“こんなに上手くいっていいのだろうか”
親にも同級生にも否定されてきた私にとってはこんなの初めての経験で、にやけるのを精一杯堪える。
「すみません!遅くなりました!」
“私”が教室に駆け込んでくる。
髪は乱れ、制服も着崩れとは違う乱れ方をしたその姿はさながら激昂した後といった感じだ。
“なるほどよくできている。

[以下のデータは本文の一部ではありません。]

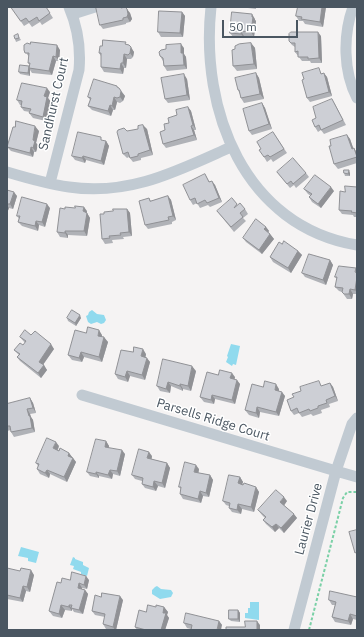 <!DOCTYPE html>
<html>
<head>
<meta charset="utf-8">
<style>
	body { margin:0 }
	#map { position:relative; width:364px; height:637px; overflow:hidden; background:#f5f3f3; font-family:"IBM Plex Sans",sans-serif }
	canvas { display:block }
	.frame { position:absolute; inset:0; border:8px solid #4a5661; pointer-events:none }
	.scale { position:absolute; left:222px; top:20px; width:76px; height:18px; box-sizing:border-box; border:2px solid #4a5661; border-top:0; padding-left:5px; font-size:12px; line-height:14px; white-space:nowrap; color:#4a5661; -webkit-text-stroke:3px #fff; paint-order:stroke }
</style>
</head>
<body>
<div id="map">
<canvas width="364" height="637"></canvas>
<div class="frame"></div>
<div class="scale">50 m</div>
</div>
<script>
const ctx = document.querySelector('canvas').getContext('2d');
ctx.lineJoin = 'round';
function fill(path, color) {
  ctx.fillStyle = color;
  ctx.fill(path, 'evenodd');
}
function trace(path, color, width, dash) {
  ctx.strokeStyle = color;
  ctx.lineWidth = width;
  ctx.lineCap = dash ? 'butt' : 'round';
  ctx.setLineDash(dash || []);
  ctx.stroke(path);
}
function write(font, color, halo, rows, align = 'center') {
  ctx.font = font + ' "IBM Plex Sans",sans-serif';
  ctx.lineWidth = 3;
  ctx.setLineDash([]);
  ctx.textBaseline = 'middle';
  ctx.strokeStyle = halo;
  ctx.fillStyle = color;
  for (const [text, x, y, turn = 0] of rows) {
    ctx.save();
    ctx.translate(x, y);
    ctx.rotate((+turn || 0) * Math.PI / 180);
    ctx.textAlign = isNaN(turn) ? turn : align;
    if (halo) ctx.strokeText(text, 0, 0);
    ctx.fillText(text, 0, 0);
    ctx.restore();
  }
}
fill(new Path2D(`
	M92,310L97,314L104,315L106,320L104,323L101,324L97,322L91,324L88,322L86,316L88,315L89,312Z
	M231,344L240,346L236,365L233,364L232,366L226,362L228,357L227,356Z
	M21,547L39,552L36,563L28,561V558L18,556Z
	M73,557L75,558V559L83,562V565L89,568L87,576L81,574V572L73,569L74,566L70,565Z
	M157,586L161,589L171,590L173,593L171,597L160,599L152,594V590L155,587Z
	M250,602H259V620L245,618V613H248V608H250Z`), '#90daee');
trace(new Path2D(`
	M309,630L343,498L347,492H357`), '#7ad0a6', 2, [3, 2]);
trace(new Path2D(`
	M211,7C200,110 244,226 357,245
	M353,7C343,35 343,71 357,98
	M73,14L95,7
	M7,172C27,178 48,184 69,187C130,196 177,171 231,147
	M50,183L79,70C81,47 78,28 69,7
	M82,395L336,471L357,477
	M294,630L336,471L352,424L357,418`), '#c1cad2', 11);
fill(new Path2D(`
	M11,7H46L53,18L42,25L40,22L32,27L29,23L24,26Z
	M240,7H256V9Z
	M298,7H326L323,27L305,24L303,21H299L296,16Z
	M123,8L130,13L132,19L130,22L126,23V24L103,29L100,25Z
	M182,12L185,16L183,37H161L158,32Z
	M255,19V20L256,21L254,37L244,36V38L233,37L230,33Z
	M321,36L322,63H311L310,61H302L295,52V47L292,45L289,41Z
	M19,37L21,40L16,42L15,39Z
	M251,43L255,48L257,69L237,71L233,66L235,49Z
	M127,44L134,52L133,57L131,59H127L126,68H124L123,74L104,72L101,67V56L99,53Z
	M184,48V54L186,57L187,69L167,71L164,66L163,61L160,56Z
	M24,50H60L59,61H56L52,75L32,73L30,70V76L20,74L19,72L30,67V65L28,63L29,57Z
	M256,73L259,78L264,99L244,103L241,98L240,94L238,90Z
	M322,73L327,77L332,96L310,102L307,98Z
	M187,79L190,100L168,103L165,99Z
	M119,88L125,96L123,101L120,103L117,102L115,110H113L111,116L92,110L88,106L90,100L88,97Z
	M50,92L48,98L51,102L46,121L33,118L29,113L30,112L24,111L21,107L22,105H20L17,100Z
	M332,99L335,104L346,125L324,134L321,130L318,132L315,127L316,118Z
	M262,103L265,108L272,129L252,135L249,131Z
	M188,107L191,111L196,130H194L197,140L166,148L163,144L165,130L169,123L177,115Z
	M147,129L153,155L141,158V160L133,162L129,157L127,158L123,154L127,131Z
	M39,131L36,143L38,145L36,152H34L33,157L11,151L7,147Z
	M273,132L287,153L273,162L271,159L267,162L264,157L261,149Z
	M347,135L350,139L353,148L357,153V163L338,169L334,164L331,146Z
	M104,141H106L109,146L104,165L86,160L85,163L75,160L72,156Z
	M277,172L306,173L309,177L296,188L294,185L290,188Z
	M344,173H350V176H345Z
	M205,174L209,181L215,185L222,202L210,207L208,205L200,208L197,203L193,205L190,200Z
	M357,187V217H354L353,215L342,214L339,210L345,192Z
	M304,189L334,191L321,208L312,202L309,197L311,196L308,194Z
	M7,190L17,196L13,209L9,208L7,213Z
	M168,196L171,200L176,220L172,222V224L148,229L145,225L149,198L151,201Z
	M238,205L245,209L248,214L243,218L246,221L234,232L217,211Z
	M50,208L45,227L39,225L38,231L22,226L18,222L19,219L17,216Z
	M127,209L130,213L132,236L123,237L124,239L112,240L113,243L105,244L102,239L104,214Z
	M87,211V213L90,218L87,236L68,235V238L60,237L57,232Z
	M266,227L269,231L268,232L270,234L274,239L262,254L246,242L243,238Z
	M298,251L302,255L291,273L273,262L270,257Z
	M330,260L333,265L326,285L305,277L302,273Z
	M356,268L357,269V294H353L352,299H347L342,292L339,291L335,287L337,279L335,277Z
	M67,318H81L76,326L68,321Z
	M86,333L102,335V337L108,342L102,362L84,357L82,362L72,360L68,355Z
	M31,335L54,349L43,365L47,370L41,378L20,361L17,357L19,355L14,350L23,345L25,343L20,337Z
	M146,354L145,357L150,362L145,380L130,376L128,382L118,379L115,374Z
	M196,371L191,391L183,389V391L171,386L170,393L160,391L157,386Z
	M218,375L235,377L234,379L240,384L235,404L215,399L214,404L204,402L200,397Z
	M330,383L333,387L338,401L329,404L330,407L321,410L322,413L313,416L311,414L302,417L299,413L294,415L291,411L322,386Z
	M263,387L279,389V391L285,396L279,416L260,412L259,418L249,415L245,410Z
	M30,398L33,403L36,413L30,414L31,417L33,420L35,432L14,437L11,432V430L7,431V404Z
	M106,441L109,446V448L125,454L120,476L113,474L112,479L99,476V478L90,476L87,472Z
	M59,446L58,450L69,453L76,462L67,482L50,474L49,478L40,474L37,469L38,466L36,463Z
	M152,456L151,459L167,463L170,468L165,488L158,486L156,491L145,488L142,484V481L135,479L132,475Z
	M199,469L198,473L210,475L213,480L209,497L203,496L201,503L183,499L180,494L181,489L179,487Z
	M240,477L243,482L242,484L256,487L259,492L254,512L242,509L241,514L232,512L229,508V506L226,505L223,501Z
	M287,501L284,505L297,518L284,533L279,528L275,532L266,524L263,520L265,518L262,515L258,510Z
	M7,568L34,575L30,592L26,591L23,602L7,599Z
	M70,580H89L87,589L82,588V589L85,590L88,594L83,614L74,612L72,609V611L65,610L62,618L53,616L49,611Z
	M101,597L123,600L116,630H111L106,629L103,624L105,617L95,615L92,611Z
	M357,597V620L353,619L351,625L335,622L332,617L335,605H332L329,600Z
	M156,607H164L168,612L167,615L169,618L165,630H137L135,627L146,612Z
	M238,610L240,613V622L231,621L229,619Z
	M219,621L222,625L191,629L187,628L184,623Z`), '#b0b2b7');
fill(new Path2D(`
	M322,7H326L323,27L320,22Z
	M127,9L130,13L132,19L130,22L127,17Z
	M182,12L185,16L183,37L180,33Z
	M252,14L255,19V20L256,21L254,37L251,32Z
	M241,31L244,36V38L241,34Z
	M318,32L321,36L322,63L319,58Z
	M251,43L255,48L257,69L254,64Z
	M181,44L184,48V54L186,57L187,69L184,65L181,53Z
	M57,45L60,50L59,61L56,57Z
	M131,47L134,52L133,57L130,53Z
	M124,54L127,59L126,68L123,63Z
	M53,56L56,61L52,75L49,71Z
	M121,63L124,68L123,74L120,69Z
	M29,66L30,70V76L28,73Z
	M256,73L259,78L264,99L260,94Z
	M324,73L327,77L332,96L329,92Z
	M184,74L187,79L190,100L187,95Z
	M47,88L50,92L48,98L51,102L46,121L43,117L44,96Z
	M121,91L125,96L123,101L120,97Z
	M114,97L117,102L115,110L112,106Z
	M262,103L265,108L272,129L269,124Z
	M110,105L113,110L111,116L108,111Z
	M188,107L191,111L196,130L193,125Z
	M143,125L147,129L153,155L150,150Z
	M35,126L39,131L36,143L38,145L36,152L33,148V140Z
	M191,126L194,130L197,140L194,135Z
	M347,135L350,139L355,153L352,149Z
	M106,141L109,146L104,165L101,161Z
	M31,147L34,152L33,157L30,153Z
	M354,148L357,153V158Z
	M83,156L86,160L85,163L82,158Z
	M349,170L350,173V176L348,174Z
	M212,181L215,185L222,202L219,198Z
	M331,187L334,191L321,208L318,204Z
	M14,192L17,196L13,209L10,204Z
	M168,196L171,200L176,220L173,216Z
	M47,204L50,208L45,227L42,222Z
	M7,205L9,208L7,213Z
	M84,207L87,211L86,216L83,211Z
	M127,209L130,213L132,236L129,232Z
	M87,213L90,218L87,236L84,231Z
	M36,221L39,225L38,231L35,226Z
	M266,227L269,231L267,234L264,229Z
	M65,231L68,235V238L65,233Z
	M270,234L274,239L262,254L259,250Z
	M298,251L302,255L291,273L288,268Z
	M330,260L333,265L326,285L323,280Z
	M357,277V293L355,290Z
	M350,289L353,294L352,299L349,294Z
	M80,315L81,318L76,326L75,323Z
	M99,330L102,335L101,340L98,336Z
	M104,337L108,342L102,362L99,357Z
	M51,344L54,349L42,366L39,362Z
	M143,349L146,354L145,361L141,356Z
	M81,352L84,357L82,362L79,358Z
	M147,358L150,362L145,380L142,375Z
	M44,365L47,370L41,378L38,373Z
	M192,366L196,371L191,391L188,386Z
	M127,371L130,376L128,382L125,377Z
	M232,373L235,377L234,382L230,378Z
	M237,380L240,384L235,404L232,400Z
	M168,382L171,386L170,393L166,389Z
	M330,383L333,387L338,401L335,396Z
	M180,384L183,389V391L180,386Z
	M276,384L279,389L278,394L275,390Z
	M282,392L285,396L279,416L276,412Z
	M212,395L215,399L214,404L211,400Z
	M30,398L33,403L36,413L33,408Z
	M257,407L260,412L259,418L256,413Z
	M27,409L30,414L31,417L33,420L35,432L32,428Z
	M106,441L109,446L108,452L105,447Z
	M56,442L59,446L56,453L53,448Z
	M122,450L125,454L120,476L117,471Z
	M149,452L152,456L151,463L147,458Z
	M69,453L72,457L71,460L68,456Z
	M73,458L76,462L67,482L64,477Z
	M167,463L170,468L165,488L162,483Z
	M196,465L199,469L198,476L194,472Z
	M47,470L50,474L49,478L45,473Z
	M110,470L113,474L112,479L108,475Z
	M96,472L99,476V478L96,474Z
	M210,475L213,480L209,497L206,493Z
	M240,477L243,482L241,488L238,483Z
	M154,481L158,486L156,491L153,487Z
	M256,487L259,492L254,512L251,507Z
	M200,491L203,496L201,503L198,499Z
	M284,497L287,501L283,507L280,502Z
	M238,504L242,509L241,514L237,510Z
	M294,514L297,518L284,533L281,528Z
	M276,524L279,528L275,532L272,527Z
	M31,570L34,575L30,592L27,587Z
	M86,576L89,580L87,589L84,585Z
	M79,583L82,588L81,592L78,588Z
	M23,586L26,591L23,602L20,598Z
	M85,590L88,594L83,614L79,610Z
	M120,596L123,600L116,630H115L113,627Z
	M61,605L65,610L62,618L59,614Z
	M69,605L72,609V611L69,607Z
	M164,607L168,612L167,615L169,618L165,630H161L163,613Z
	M238,610L240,613V622L238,619Z
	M350,614L353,619L351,625L348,621Z
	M219,621L222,625L221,630H217Z
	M257,621L260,625V630H257Z`), '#909195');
const building = new Path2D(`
	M11,7H46L50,13L39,21L37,17L29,22L26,18L21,21Z
	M96,7H121V8L125,7L127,9L128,14L127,17L123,18V20L100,25Z
	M298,7H322L320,22L301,19L302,17L296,16Z
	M159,11L182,12L180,33L158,32Z
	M232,12L252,14V17H253L251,32L241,31V34L230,33Z
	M291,32H318L319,58L308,59V57H298V51L295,52V43H291L289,41V34Z
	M18,34L19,38L15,39L14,36Z
	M103,40L126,42L125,44L129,45L131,47L130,53L128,55L124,54L123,63H121L120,69L101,67V53H99L100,46H102Z
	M31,42L57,45L56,57L53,56L49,71L29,68L30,63H28L29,53H25L24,50V45L27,43L30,44Z
	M251,43L254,64L233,66L232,50L235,49V46L239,44Z
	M181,44V53H183L184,65L164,66L163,58L160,56L159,52L161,50L166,49V45Z
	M20,65L29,66L28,73L19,72Z
	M319,68L321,74L324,73L329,92L307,98L302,80L304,79L302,73Z
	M256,73L260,94L241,98L239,90H238L235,78Z
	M184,74L187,95L165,99L161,78Z
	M94,79L117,86V87L119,88L121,91L120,97L117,98L114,97L112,106L110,105L108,111L88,106L91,98L88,97Z
	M22,83L47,88L44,96L47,97L43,117L29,113L31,109L21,107L22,101L17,100Z
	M332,99L343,120L321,130L319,125L315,127L312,120L316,118L313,107Z
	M262,103L269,124L249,131L243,109Z
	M188,107L193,125L191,126L194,135L163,144L160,132L165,130L164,124L169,123L168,118L177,115L176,110Z
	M16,121L35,126L33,140L35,141L33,148L31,147L30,153L7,147L13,127H15Z
	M143,125L150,150L138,154V156L130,158L128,152L123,154L117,132L118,130L124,128L127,131L138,129V126Z
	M78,132L101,137V140L106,141L101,161L83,156L82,158L72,156Z
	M273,132L284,149L270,157L268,155L264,157L259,150L261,149L257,142Z
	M347,135L352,149L354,148L357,157L334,164L329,146H331L330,140Z
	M293,158L306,173L293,184L291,181L287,184L277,172Z
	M344,170H349L348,174L344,173Z
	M205,174L209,182L212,181L219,198L207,203L205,200L197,204L195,198L190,200L183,185Z
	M315,175L331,187L318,204L309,197L312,194L304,189Z
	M345,186L357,187V213L351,212L352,211L339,210L340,191L345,192Z
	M7,190L14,192L10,204H7Z
	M168,196L173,216L168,217L169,220L145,225L139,201L149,198L150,201Z
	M22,197L47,204L42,222L36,221L35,226L18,222L20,216H17Z
	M232,198L237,204L234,208L240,203L245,209L240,213L243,217L231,227L217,211Z
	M75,206L84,207L83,211L87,213L84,231H65V233L57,232L60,208L65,209V207L75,208Z
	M113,209H127L129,232L120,233L121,235L109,236L110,238L102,239L100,214H104V212L113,211Z
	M256,219L266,227L264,229L270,234L259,250L243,238Z
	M284,241L298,251L288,268L270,257L279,242L282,244Z
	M309,254L330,260L323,280L302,273Z
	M339,266L356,268L355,272L357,273V277L355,290L350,289L349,294H344L342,292L343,288L335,287L337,277H335Z
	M72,310L80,315L75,323L67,318Z
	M88,327L99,330L98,336L104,337L99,357L81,352L79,358L68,355L75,330L86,333Z
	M25,330L31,335L35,331L51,344L39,362L44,365L38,373L17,357L20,354L14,350L20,343L23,345L26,341L20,337Z
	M134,347L143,349L141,356L147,358L142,375L127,371L125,377L115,374L121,350L133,352Z
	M163,359L192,366L188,386L180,384V386L168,382L166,389L157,386Z
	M220,370L232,373L230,378L237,380L232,400L212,395L211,400L200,397L207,372L218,375Z
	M265,381L276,384L275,390L282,392L276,412L257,407L256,413L245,410L252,384L263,387Z
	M319,381L321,386L330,383L335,396L326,400L327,403L318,406V408L310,411L309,409L299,413L297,408L291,411L287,400L294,397L292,394L301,391L300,387Z
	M30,398L33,408L27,409L29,416H30L32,428L11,432L10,426H7V404Z
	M47,438L56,442L53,448L59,451L60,448L69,453L68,456L73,458L64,477L47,470L45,473L37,469L39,464L36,463Z
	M96,439L106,441L105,447L122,450L117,471L110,470L108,475L96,472V474L87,472Z
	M139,449L149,452L147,458L167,463L162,483L154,481L153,487L142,484L143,478L132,475Z
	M185,462L196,465L194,472L210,475L206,493L200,491L198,499L180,494L181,487H179Z
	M229,475L240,477L238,483L243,485L244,483L256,487L251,507L238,504L237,510L229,508L230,503L223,501Z
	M276,490L284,497L280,502L294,514L281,528L276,524L272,527L263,520L266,517L258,510Z
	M357,530V552L355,553L349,532Z
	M7,568L20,571L21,568L31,570L27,587L23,586L20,598L7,595Z
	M72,572L86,576L84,585L79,583L78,588L85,590L79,610L71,608L72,605H69V607L61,605L59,614L49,611L57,582L61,583L62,578L70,580Z
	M330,591L357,597V616L350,614L348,621L332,617L336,602L329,600Z
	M102,593L120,596L113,627L103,624L105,614L92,611L95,595L101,597Z
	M148,605L156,607V605L164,607L163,613H166L161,630H146L135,627L139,610L146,612Z
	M229,610H238V619H229Z
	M186,613L219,621L217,630H191L192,625L184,623Z
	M245,621H257V630H226V627H245Z`);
fill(building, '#cdcfd5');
trace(building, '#909195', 1);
write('13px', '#4a5661', '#fff', [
	["Sandhurst Court",54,104,-77],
	["Parsells Ridge Court",213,420,17],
	["Laurier Drive",309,519,-75]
]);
</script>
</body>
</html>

ならばこれに合わせて”
「あーあー、大丈夫か?闇子ちゃん、何があった」
そう言って席を立ち、駆け寄ろうとする。
そして同時に2人に目配せをする。
大切なのはただ目立たせるのではなく、喪黒闇子が復讐する可能性があることをを強く植え付けることである。
「こ、これは酷い…」
三文芝居を演じる桐谷青路を演じる。
言っててもパニックになりそうな状況だ。
「先生!ちょっと3人で保健室まで運びます!」
小橋は教師を煽るように教室を出た。
「大丈夫だから!1人でいい!」
“私”の方も状況と狙いがわかったようであえて抵抗する
「サボるのに丁度いいだろうが、陰キャブスが口答えしてんじゃねーよ」
小橋は“私”の口元を掴む。
「ひ…ひひゃい…」
「顎を細く見せてもブスはブスだな」
執拗なまでの攻撃、なんなら悪口の勢いは増していた。
「一応、形式的には保健室まで連れてくぞ」
橘は面倒くさそうに会話を区切る。
「それにしても青路、お前一体何を」
そして俺に話を振った。
“なるほど、大人しくついて来たのはそれが狙いか”
2人は同じことを察し、目配せをする。
「なぁに、ただ罰告、つまりは嘘だったことを責めてきたから言ってやっただけさ、外見も中身もブスなお前が告られるはずないだろって」
言っていて涙は出なかった。何せ事実、いや、本音だったからだ。なのに、なぜか目の前の“私”は泣いていた。
“いやいや、なんで?なんでお前が…あぁ、演技か、いやそれにしては上手すぎやしないか?”
「あぁもう!分かったらこれ以上関わるな、いいなっ!」
小橋は居づらくなったのか、早く切り上げたそうだった。
しかしこのままでは復讐の理由はできても、復讐の機会が皆無だ。